The problem is, IS is not very good. Still, in spite of IS’s reign of terror, some fabulous anime were also released in 2012. Sword Art Online, Anohana: The Flower We Saw That Day, and Angel Beats were all giants published that same year. Certainly, all of these would qualify as Harem Anime, but because of the overproduction of this genre, people started to get fed up.
This dissatisfaction really broke out in 2014. Suddenly, popular anime were all centered around girls, and Harem Anime were given negative reviews. In response, anime like Is the Order a Rabbit?, Love Live!, and Fate: Kaleid Liner all showed the rise of “yuri”, or stories about the love lives of girls from all walks of life.
Harem Anime and “Yuri Anime” are the two main competitors in the market now, while the action packed battle scenes take a backseat to drama and romance. Audiences now want to see plots that allow them to put themselves inside the narrative and become one of the characters, which explains the lack of battle scenes.

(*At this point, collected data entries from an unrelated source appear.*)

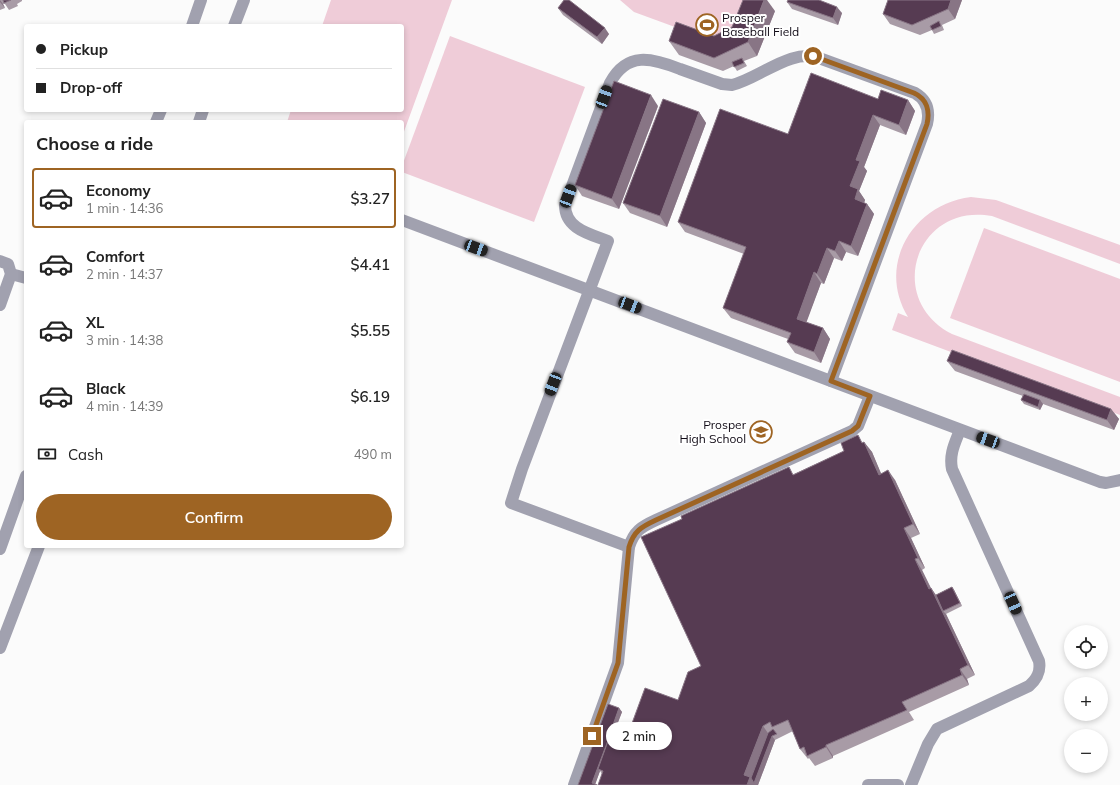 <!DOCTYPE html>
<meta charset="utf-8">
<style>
:root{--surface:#fff;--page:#f6f6f6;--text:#222;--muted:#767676;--line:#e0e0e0;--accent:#9e6423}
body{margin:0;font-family:Mulish,sans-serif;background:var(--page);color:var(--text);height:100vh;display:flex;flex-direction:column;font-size:15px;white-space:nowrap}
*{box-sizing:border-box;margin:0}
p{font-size:13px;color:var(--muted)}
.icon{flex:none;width:22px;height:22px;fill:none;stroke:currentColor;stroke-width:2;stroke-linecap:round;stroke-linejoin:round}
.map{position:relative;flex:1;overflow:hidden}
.sheet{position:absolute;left:24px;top:120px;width:380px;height:428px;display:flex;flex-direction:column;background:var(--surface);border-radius:4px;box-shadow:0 2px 6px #0003}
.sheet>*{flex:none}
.hud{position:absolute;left:24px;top:24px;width:380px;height:88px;border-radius:4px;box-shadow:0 2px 6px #0003;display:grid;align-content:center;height:88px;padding:0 12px;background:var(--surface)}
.controls{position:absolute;left:1064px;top:625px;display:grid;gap:8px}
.controls a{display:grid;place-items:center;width:44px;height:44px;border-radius:50%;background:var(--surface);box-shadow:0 2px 6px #0003;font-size:20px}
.end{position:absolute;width:18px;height:18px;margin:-9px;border:5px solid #9e6423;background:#fff;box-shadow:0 0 0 2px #fff}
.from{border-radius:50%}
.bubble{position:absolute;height:28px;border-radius:14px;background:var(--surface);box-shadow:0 2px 6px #0003;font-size:13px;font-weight:600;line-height:28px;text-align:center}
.car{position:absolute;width:12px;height:24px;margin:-12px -6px;border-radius:5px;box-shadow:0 0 3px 1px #0007;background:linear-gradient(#222 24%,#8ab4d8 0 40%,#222 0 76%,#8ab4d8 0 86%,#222 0)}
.hud b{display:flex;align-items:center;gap:14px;height:38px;font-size:15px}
.hud b+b{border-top:1px solid var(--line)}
.hud i{width:10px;height:10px;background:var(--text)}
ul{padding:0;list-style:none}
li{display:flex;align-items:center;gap:12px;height:60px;margin:0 8px 6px;padding:0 4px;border:2px solid transparent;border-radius:4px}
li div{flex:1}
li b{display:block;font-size:15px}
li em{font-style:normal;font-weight:600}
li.on{border-color:var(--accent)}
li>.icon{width:36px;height:36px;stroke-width:1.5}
h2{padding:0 12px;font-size:18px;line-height:48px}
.pay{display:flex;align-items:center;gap:10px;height:44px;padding:0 12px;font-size:15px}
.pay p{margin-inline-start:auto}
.primary-button{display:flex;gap:8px;margin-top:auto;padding:8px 12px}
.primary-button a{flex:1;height:46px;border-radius:24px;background:var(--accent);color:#fff;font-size:16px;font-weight:600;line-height:46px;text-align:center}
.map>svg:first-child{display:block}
</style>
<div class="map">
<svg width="1120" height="785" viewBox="0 0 1120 785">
<rect width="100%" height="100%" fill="#fbfbfb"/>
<g fill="#efccd8">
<polygon points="331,0 452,0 402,137 402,122 287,122 291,110 402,110 402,26 322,26"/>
<polygon points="620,0 752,0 724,45 634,12"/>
<polygon points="450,36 585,87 534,222 402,172 402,166"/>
<path d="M971 197 996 200 1120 245V264L992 216C916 202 884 299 952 334L1120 397V415L892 330 898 313 908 317C876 265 913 204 971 197Z"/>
<polygon points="984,228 1120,279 1120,382 950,318"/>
</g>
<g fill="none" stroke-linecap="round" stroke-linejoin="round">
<g stroke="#a1a1af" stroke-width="12">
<polyline points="192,26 201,0"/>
<polyline points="234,26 244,0"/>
<polyline points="156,122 161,110"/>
<polyline points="199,122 203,110"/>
<polyline points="402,220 1100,482 1106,483 1120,480"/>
<polyline points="0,261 8,264 11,274 0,305"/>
<polyline points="11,274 26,278"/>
<path d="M629 547 511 503 522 469 608 241C590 234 565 229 565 205L610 83C627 51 652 58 680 69 694 74 708 79 722 84L732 85C760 78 791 48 819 58L915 93C927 100 930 111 927 124L831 381"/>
<polyline points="0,549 26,476"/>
<polyline points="0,648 39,546"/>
<path d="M574 785 618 663 629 547C634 531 641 527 656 520L852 431 858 426 870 396"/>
<polyline points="868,785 898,785"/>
<path d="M911 785 928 744 937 729 1029 686C1037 679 1041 672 1039 661L952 469C949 454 955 443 960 430"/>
</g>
</g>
<g fill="#a89ba6" fill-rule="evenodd">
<polygon points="0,0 22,0 22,1 17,4 18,6 9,10 5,4 3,4 5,8 0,10"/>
<polygon points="888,0 962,0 955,19 942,25 944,30 934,34 932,30 920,35 890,24 883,14"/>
<polygon points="787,2 842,13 838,25 792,9"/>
<polygon points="558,8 609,34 602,44 563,15"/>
<polygon points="775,11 757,56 744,61 747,66 737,71 734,66 723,71 679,55 669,41 714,36"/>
<polygon points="878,99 908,100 915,111 906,135 880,125 864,167 867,171 859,191 865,200 864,203 867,204 874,214 858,256 846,252 842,261 834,258 824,284 821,283 806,322 823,328 830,339 821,363 795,353 787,342 788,339 731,318 723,308 744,254 685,232 678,222 788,134"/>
<polygon points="658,106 619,209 582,196 575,185"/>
<polygon points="699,112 706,123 667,227 630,213 623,203"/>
<polygon points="947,361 1111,409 1119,419 1114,430 1043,404 1040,410 1024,404 1021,400 1023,396 955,371"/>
<path d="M864 442 872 452 881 474 895 480 920 534 911 538 925 568 922 570 931 588 936 595 952 587 954 590 962 606 946 614 975 675 967 679 969 685 909 712 914 720 833 756V758L815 766 809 758 808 759 800 749 793 731 775 740 758 785H598L602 774 600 771 595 784 578 785 619 708 622 712 616 726 620 727 631 726 678 700 701 666 794 474ZM612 738 616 739 614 743 611 742Z"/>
</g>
<g fill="#887585">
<polygon points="0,0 3,4 5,8 0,2"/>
<polygon points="764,0 767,0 775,11 757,56 748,42"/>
<polygon points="951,0 962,0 955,19 948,9"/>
<polygon points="837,7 842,13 838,25 833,18"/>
<polygon points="605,28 609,34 602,44 597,37"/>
<polygon points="651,95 658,106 619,209 612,199"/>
<polygon points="908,100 915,111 906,135 899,125"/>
<polygon points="699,112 706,123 667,227 660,216"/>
<polygon points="873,115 880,125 864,167 867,171 859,191 865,200 862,209 855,199 850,186 856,160"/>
<polygon points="867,204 874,214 858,256 851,246"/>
<polygon points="839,241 846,252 842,261 835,251"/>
<polygon points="827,248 834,258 824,284 817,274"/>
<polygon points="814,272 821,283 804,329 797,319"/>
<polygon points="823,328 830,339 821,363 814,352"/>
<polygon points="1040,400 1043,404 1040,410 1038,407"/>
<polygon points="1111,409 1119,419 1114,430 1107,420"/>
<polygon points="864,442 872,452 886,485 879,475"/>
<polygon points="888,470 895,480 920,534 913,524"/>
<polygon points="904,528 911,538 925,568 918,558"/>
<polygon points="915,559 922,570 936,599 929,589"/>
<polygon points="952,587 954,590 962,606 960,603"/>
<polygon points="931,588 938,598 943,611 946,614 975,675 968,665"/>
<polygon points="960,669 967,679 969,685 962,675"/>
<polygon points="619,708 622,712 616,728 613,725"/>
<polygon points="763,726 770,736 772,736 775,740 758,785 747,785 744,775"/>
<polygon points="610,735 612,738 600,770 598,769 600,771 595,785 592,783"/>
<polygon points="826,745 833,756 833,758 826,747"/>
</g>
<g fill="#563b52" stroke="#887585">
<polygon points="3,0 11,0 4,3"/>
<polygon points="564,0 569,0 605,28 597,37 558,8"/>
<polygon points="743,0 764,0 748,42 714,58 669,41 676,22 714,36 732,27"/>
<polygon points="788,0 819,0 837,7 833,18 787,2"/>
<polygon points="888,0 951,0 948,9 912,25 883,14"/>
<polygon points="939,21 941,26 932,30 930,26"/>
<polygon points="742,58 744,63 734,67 732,62"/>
<polygon points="811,73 878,99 881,90 908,100 899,125 873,115 856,160 860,161 850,186 858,189 855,199 867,204 851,246 839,241 835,251 827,248 817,274 814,272 797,319 823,328 814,352 787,342 791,333 723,308 746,247 678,222 720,109 788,134"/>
<polygon points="614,81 651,95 612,199 575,185"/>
<polygon points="663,99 699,112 660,216 623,203"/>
<polygon points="952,350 1111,409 1107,420 947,361"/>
<polygon points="1024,394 1040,400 1038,407 1021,400"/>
<polygon points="858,435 862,443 864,442 879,475 888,470 913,524 904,528 918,558 915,559 929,589 931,588 968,665 960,669 962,675 902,702 907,710 826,745 826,747 807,756 804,747 800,749 788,720 772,727 770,722 763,726 744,775 750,777 747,785 598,785 603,771 598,769 608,741 614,743 622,723 631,726 645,688 678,700 688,672 701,666 641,537 682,519 681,516 789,467 793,475 844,451 841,443"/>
<polygon points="952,587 960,603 943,611 936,595"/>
<polygon points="608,704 619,708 613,725 620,727 616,737 610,735 592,783 597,785 578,785"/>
<polygon points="773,729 777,734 772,736 754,783 751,778 768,733"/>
</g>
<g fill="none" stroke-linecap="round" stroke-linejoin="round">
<path stroke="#9e6423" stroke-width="5" d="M592 736 618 663 629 547C634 531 641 527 656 520L852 431 858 426 870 396 831 381 927 124C930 111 927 99 914 93L813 56"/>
</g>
<defs>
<g id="stadium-ring" transform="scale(1.15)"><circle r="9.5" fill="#fff" stroke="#9e6423" stroke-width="1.5"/><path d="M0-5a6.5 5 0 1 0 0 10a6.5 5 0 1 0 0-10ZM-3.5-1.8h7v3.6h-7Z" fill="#9e6423"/></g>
<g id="school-ring" transform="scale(1.15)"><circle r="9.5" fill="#fff" stroke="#9e6423" stroke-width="1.5"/><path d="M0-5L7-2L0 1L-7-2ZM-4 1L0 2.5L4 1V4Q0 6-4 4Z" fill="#9e6423"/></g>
</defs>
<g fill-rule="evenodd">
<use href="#stadium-ring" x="707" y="25"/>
<use href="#school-ring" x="761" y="432"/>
</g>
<g text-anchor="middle" stroke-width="4" stroke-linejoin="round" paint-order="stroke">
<g font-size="12" fill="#100a15" stroke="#fff" text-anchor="start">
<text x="722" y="22">Prosper<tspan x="722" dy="14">Baseball Field</tspan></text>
<text x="746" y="429" text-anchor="end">Prosper<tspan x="746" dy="14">High School</tspan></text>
</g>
</g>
</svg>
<div class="controls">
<a><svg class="icon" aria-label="locate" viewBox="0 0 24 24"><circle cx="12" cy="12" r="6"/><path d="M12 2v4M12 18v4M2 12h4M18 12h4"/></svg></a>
<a>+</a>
<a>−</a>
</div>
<i class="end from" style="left:813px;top:56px"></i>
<i class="end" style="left:592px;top:736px"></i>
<div class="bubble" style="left:606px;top:722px;width:66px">2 min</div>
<i class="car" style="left:604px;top:97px;rotate:20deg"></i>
<i class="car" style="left:568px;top:196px;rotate:20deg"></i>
<i class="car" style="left:476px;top:248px;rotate:110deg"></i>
<i class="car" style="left:630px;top:305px;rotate:111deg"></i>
<i class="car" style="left:553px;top:384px;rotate:201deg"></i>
<i class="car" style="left:988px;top:440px;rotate:290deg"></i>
<i class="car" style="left:1013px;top:603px;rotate:156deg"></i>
<div class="hud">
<b><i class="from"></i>Pickup</b>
<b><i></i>Drop-off</b>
</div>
<section class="sheet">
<h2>Choose a ride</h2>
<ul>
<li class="on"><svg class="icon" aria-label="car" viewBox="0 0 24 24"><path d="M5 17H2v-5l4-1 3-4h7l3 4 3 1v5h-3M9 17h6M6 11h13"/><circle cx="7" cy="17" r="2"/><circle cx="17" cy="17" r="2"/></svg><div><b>Economy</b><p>1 min · 14:36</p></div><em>$3.27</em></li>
<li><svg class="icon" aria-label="car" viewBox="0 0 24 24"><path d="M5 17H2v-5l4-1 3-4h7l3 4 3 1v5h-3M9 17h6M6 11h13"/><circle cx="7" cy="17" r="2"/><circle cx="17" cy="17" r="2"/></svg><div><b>Comfort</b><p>2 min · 14:37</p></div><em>$4.41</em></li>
<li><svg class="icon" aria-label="car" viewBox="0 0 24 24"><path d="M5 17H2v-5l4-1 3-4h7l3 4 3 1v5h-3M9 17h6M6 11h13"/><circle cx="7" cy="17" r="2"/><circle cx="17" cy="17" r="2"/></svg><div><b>XL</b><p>3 min · 14:38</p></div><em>$5.55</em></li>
<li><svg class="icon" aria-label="car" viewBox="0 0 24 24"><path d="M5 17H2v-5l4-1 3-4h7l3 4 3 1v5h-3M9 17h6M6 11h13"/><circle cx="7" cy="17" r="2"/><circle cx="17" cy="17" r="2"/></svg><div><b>Black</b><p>4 min · 14:39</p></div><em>$6.19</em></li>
</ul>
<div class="pay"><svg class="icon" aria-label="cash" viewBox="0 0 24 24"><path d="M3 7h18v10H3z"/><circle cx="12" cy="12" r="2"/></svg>Cash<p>490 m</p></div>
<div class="primary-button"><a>Confirm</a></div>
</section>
</div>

Audiences from different generations have various preferences about anime, which leads the changing trends in the industry. These trends also show us the potential for change in people’s minds. Before, Yuri Anime was exceedingly hard to find, but now that society accepts homosexuality more, Yuri Anime have proliferated. This trend brings the acceptance of homosexual activity to a wider audience which, one could argue, makes the world a better place. The ultimate direction of the anime trend still remains unknown, but the positive energy the art form can bring to society is clear.